The code provided addresses the task of setting specific entries to zero and subsequently removing them. After eliminating all zero entries, you can utilize MATLAB's ‘repmat’ function to replicate the remaining data multiple times. This replication may result in a matrix that exceeds the original length, so you will need to trim it to match the original matrix size.

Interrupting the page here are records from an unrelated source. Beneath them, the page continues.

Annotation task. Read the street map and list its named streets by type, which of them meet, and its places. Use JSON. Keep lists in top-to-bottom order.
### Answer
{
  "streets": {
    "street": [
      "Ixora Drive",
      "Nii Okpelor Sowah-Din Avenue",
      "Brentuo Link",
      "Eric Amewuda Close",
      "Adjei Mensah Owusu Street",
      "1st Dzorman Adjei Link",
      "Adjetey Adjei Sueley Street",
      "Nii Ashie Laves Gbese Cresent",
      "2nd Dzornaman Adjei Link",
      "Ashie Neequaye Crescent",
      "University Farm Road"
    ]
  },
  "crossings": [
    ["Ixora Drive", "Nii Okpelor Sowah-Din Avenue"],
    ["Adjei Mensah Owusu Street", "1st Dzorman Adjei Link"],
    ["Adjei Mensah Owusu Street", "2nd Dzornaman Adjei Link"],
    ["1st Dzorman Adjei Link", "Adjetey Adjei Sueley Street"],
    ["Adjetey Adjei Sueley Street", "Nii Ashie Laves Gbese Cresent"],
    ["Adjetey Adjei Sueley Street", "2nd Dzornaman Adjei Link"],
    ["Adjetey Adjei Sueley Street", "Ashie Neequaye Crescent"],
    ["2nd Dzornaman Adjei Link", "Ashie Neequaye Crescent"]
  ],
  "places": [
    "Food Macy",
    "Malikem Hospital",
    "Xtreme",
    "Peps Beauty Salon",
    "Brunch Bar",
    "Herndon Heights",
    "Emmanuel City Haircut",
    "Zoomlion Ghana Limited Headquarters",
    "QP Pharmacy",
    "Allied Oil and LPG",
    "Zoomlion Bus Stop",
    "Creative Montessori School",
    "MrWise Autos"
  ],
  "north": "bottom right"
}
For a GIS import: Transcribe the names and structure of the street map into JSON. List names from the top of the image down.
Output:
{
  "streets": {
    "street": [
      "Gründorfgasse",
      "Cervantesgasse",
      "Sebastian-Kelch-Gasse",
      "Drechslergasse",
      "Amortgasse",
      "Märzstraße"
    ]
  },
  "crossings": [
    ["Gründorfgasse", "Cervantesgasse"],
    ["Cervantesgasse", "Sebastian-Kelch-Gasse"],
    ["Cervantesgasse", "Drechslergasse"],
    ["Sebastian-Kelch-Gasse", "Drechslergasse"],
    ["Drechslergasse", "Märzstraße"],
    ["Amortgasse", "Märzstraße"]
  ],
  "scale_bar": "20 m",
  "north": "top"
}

Kindly refer to the code below for better understanding:
dataStruct = load('dataset.mat');
Dataset = dataStruct.Dataset;
Batchdata = Dataset;
fig = figure;
set(fig, 'visible', 'off');
% Calculate histogram
h = histogram(Batchdata, 10000);
sumofbins = max(h.Values);
size_MP = round(50/100 * sumofbins);
% Determine which bins have counts less than size_MP
ValueofHistogram = h.Values;
Binedges = h.BinEdges;
Binedges(end) = Inf;
deleted_data_idx = false(size(Batchdata));
% Replace values with zero based on histogram
for i = 1:length(ValueofHistogram)
if ValueofHistogram(i) < size_MP
deleted_data_idx(Batchdata >= Binedges(i) & Batchdata < Binedges(i+1)) = true;
end
end
close(fig);
Batchdata(deleted_data_idx) = 0;
Batchdata(Batchdata == 0) = [];
% Replicate data to match original length
original_length = size(Dataset, 1);
% Calculate how many times to replicate to get sufficient entries
replicated_data = repmat(Batchdata, ceil(original_length / numel(Batchdata)), 1);
% Trim to match the original length
Dataset = replicated_data(1:original_length);
Kindly refer to the documentation of ‘repmat’ for better clarity: https://www.mathworks.com/help/releases/R2022a/matlab/ref/repmat.html
I hope this will help!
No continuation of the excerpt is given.